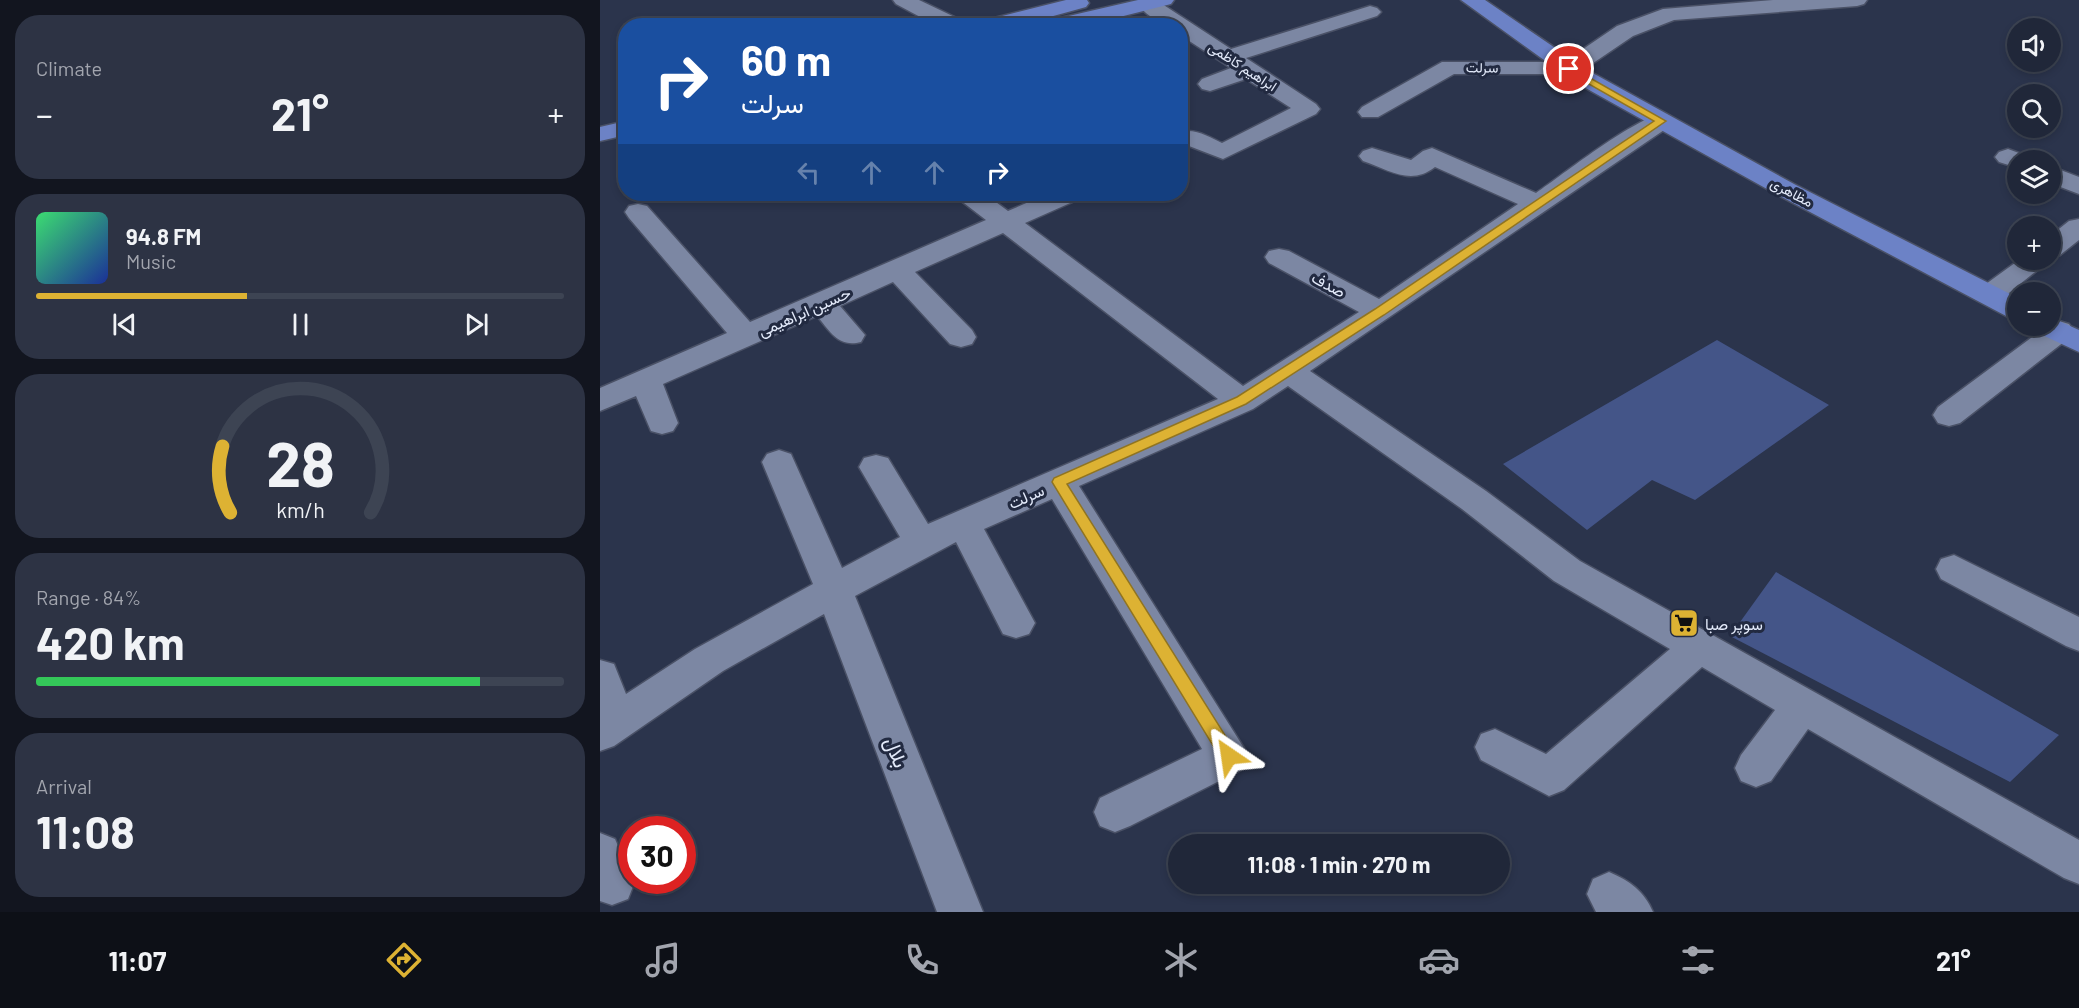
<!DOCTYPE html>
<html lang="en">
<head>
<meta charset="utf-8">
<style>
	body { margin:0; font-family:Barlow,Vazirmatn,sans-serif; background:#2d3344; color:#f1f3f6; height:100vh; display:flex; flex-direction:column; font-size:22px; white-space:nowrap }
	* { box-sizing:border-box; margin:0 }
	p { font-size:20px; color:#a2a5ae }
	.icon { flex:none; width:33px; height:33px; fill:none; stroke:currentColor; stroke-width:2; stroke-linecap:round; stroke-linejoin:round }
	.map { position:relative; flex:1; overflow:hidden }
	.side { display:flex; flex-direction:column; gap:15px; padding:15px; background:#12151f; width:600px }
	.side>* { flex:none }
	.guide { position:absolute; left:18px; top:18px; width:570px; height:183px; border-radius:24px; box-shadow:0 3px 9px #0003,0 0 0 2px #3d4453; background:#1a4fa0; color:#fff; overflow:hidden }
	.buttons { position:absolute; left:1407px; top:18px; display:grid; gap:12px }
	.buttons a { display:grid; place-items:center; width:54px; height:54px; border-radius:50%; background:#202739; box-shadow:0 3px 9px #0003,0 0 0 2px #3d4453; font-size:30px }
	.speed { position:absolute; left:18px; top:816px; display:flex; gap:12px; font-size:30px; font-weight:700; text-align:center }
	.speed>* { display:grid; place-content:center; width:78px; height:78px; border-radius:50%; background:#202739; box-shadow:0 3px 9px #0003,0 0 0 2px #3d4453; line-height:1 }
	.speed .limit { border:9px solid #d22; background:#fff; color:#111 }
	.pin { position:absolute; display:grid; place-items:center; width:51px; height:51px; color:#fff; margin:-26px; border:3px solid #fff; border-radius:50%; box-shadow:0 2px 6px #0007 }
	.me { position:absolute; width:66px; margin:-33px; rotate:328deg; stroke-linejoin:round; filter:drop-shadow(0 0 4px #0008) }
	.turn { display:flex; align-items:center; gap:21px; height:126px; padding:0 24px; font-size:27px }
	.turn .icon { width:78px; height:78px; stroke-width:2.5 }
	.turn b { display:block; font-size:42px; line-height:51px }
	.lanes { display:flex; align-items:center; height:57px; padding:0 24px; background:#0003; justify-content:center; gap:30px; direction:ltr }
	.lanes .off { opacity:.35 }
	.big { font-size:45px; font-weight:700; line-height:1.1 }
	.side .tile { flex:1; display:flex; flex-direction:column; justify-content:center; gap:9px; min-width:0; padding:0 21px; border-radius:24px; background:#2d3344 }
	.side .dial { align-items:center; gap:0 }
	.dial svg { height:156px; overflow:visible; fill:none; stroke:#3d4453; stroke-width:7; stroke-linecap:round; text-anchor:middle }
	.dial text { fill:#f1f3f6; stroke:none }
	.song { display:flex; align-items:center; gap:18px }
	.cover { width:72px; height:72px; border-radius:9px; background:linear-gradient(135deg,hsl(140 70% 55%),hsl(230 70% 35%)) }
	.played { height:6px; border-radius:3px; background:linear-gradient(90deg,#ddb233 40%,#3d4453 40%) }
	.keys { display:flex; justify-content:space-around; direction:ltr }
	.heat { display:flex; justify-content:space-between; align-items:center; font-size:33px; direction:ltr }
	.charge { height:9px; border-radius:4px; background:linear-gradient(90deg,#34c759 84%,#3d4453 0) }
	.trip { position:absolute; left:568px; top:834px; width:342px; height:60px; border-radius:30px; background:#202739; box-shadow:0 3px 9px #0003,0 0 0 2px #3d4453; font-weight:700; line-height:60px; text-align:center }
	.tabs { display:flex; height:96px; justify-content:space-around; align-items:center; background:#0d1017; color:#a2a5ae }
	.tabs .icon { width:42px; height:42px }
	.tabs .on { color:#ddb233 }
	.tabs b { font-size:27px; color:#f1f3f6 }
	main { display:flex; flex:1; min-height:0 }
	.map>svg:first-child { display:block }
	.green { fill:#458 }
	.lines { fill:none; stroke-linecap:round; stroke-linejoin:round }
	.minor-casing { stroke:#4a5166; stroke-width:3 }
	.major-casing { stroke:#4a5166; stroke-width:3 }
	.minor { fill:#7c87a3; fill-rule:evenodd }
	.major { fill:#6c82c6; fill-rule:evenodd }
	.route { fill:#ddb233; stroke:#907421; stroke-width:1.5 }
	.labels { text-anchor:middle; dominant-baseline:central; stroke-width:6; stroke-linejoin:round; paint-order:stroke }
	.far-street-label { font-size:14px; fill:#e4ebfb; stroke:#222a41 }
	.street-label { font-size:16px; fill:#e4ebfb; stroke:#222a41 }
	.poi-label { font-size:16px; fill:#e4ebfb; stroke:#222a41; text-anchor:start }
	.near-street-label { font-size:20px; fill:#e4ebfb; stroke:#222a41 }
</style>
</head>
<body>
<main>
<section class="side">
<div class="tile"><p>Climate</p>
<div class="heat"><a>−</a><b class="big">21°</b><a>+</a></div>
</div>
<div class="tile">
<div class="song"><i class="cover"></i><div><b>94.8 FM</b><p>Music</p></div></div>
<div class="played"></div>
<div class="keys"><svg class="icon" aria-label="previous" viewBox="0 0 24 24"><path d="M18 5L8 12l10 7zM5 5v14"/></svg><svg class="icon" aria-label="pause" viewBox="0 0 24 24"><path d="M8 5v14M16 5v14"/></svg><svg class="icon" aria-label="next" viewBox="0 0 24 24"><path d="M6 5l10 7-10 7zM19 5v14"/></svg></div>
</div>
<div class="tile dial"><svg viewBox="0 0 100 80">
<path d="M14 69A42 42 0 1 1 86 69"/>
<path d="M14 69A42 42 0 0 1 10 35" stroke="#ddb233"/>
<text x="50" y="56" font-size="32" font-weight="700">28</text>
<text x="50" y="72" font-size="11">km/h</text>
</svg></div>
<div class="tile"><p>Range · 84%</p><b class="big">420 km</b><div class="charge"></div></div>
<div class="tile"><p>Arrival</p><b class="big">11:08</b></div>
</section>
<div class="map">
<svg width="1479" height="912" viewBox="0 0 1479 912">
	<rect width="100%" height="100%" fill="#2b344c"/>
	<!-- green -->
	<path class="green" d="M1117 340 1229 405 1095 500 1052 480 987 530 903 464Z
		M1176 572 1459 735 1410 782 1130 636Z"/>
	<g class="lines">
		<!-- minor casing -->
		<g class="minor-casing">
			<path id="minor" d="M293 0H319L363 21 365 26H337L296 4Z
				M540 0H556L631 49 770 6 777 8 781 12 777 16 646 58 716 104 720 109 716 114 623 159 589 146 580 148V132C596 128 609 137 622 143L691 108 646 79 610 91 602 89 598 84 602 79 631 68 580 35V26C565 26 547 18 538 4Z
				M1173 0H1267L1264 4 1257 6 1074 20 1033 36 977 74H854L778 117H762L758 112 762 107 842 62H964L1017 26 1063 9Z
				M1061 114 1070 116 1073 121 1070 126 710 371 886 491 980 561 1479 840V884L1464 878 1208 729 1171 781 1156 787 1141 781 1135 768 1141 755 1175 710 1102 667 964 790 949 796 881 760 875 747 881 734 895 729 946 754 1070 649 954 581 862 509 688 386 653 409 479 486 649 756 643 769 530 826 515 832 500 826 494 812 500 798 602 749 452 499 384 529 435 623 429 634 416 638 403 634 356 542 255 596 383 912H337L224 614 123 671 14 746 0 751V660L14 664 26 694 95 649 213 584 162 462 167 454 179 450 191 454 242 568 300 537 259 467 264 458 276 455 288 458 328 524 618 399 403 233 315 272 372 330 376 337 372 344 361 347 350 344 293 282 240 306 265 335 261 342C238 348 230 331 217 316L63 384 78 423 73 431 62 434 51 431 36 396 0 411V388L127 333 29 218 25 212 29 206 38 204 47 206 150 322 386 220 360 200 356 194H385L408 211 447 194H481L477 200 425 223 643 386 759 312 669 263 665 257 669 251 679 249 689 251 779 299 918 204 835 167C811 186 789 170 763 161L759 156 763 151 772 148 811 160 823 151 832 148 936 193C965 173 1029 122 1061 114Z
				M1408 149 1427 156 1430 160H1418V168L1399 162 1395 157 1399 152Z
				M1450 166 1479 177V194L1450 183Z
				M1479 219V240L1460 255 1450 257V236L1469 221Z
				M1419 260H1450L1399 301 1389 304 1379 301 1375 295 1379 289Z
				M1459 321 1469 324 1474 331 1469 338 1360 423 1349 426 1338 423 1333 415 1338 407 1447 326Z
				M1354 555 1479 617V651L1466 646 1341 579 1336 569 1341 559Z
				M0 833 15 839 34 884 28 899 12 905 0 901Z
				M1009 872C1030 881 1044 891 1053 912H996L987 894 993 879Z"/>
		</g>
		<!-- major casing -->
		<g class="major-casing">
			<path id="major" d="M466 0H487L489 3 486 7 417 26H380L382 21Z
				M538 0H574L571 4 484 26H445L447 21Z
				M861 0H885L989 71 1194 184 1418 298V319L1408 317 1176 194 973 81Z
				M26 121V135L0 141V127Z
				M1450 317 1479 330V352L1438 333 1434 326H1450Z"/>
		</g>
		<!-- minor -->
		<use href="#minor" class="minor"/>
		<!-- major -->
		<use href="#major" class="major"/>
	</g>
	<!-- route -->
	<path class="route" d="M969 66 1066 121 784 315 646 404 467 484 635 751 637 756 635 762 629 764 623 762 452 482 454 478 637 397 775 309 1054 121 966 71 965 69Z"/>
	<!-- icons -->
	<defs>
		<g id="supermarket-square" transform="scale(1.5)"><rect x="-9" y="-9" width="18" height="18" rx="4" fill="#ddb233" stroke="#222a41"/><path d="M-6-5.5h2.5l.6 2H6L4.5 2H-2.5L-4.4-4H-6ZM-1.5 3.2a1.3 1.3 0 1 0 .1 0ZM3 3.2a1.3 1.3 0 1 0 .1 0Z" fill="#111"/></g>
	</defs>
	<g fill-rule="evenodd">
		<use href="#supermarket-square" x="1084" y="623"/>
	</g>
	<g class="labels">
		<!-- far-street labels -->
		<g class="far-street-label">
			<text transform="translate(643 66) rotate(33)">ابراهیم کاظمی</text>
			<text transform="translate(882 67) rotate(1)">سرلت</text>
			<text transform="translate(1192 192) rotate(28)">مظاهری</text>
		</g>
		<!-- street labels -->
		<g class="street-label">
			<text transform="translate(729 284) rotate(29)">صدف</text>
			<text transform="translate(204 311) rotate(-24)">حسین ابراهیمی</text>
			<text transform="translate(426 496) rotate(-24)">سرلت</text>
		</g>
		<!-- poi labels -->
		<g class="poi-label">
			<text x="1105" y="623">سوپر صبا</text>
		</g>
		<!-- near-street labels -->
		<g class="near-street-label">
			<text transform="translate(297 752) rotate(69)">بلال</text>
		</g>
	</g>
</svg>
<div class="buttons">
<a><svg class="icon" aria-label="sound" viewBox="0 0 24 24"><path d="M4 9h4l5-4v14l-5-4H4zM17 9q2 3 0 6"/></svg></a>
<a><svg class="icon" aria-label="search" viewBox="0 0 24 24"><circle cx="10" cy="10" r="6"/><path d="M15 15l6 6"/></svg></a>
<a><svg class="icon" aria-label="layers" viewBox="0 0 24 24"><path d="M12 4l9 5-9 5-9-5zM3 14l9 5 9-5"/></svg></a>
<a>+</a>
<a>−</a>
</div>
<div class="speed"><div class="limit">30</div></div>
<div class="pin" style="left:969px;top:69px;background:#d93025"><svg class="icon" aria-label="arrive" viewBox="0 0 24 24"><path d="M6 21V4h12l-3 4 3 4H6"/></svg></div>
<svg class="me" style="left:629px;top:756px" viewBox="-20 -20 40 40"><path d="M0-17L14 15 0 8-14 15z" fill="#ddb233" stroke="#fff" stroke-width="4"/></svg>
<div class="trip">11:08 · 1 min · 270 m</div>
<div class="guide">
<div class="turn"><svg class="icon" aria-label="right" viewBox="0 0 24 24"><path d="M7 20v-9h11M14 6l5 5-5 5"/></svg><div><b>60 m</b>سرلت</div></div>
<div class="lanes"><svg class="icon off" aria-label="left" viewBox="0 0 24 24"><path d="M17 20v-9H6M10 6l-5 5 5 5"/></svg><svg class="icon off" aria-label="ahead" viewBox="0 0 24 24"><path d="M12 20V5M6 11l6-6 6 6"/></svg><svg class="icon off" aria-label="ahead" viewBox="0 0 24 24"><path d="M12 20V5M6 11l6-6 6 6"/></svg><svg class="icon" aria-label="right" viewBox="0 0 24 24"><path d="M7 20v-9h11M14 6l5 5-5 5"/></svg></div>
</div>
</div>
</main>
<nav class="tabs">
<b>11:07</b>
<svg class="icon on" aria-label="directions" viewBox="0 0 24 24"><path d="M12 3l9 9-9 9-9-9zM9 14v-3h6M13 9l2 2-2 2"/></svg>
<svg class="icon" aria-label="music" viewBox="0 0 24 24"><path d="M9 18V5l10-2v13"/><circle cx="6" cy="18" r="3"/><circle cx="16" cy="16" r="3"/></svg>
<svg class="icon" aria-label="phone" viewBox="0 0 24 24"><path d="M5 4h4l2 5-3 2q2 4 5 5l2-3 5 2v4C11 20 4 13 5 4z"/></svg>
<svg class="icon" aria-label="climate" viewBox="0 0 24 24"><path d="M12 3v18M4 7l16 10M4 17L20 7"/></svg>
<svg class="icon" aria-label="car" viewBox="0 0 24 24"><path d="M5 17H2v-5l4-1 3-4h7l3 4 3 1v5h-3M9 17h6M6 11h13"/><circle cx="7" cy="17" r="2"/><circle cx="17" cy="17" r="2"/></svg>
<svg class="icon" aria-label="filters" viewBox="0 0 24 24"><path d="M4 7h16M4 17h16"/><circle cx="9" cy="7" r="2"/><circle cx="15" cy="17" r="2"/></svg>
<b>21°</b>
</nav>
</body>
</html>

□ □ □ □ □ □ □

> [AIM OF THE EXERCISE]: Could you write out, exactly as they stand, only the lines above that begin at the line with "21V4h12l-3 4 3" and stop after the line with "20v-9H6M10 6l-5 5"?

> [FINAL ANSWER]:
<div class="pin" style="left:969px;top:69px;background:#d93025"><svg class="icon" aria-label="arrive" viewBox="0 0 24 24"><path d="M6 21V4h12l-3 4 3 4H6"/></svg></div>
<svg class="me" style="left:629px;top:756px" viewBox="-20 -20 40 40"><path d="M0-17L14 15 0 8-14 15z" fill="#ddb233" stroke="#fff" stroke-width="4"/></svg>
<div class="trip">11:08 · 1 min · 270 m</div>
<div class="guide">
<div class="turn"><svg class="icon" aria-label="right" viewBox="0 0 24 24"><path d="M7 20v-9h11M14 6l5 5-5 5"/></svg><div><b>60 m</b>سرلت</div></div>
<div class="lanes"><svg class="icon off" aria-label="left" viewBox="0 0 24 24"><path d="M17 20v-9H6M10 6l-5 5 5 5"/></svg><svg class="icon off" aria-label="ahead" viewBox="0 0 24 24"><path d="M12 20V5M6 11l6-6 6 6"/></svg><svg class="icon off" aria-label="ahead" viewBox="0 0 24 24"><path d="M12 20V5M6 11l6-6 6 6"/></svg><svg class="icon" aria-label="right" viewBox="0 0 24 24"><path d="M7 20v-9h11M14 6l5 5-5 5"/></svg></div>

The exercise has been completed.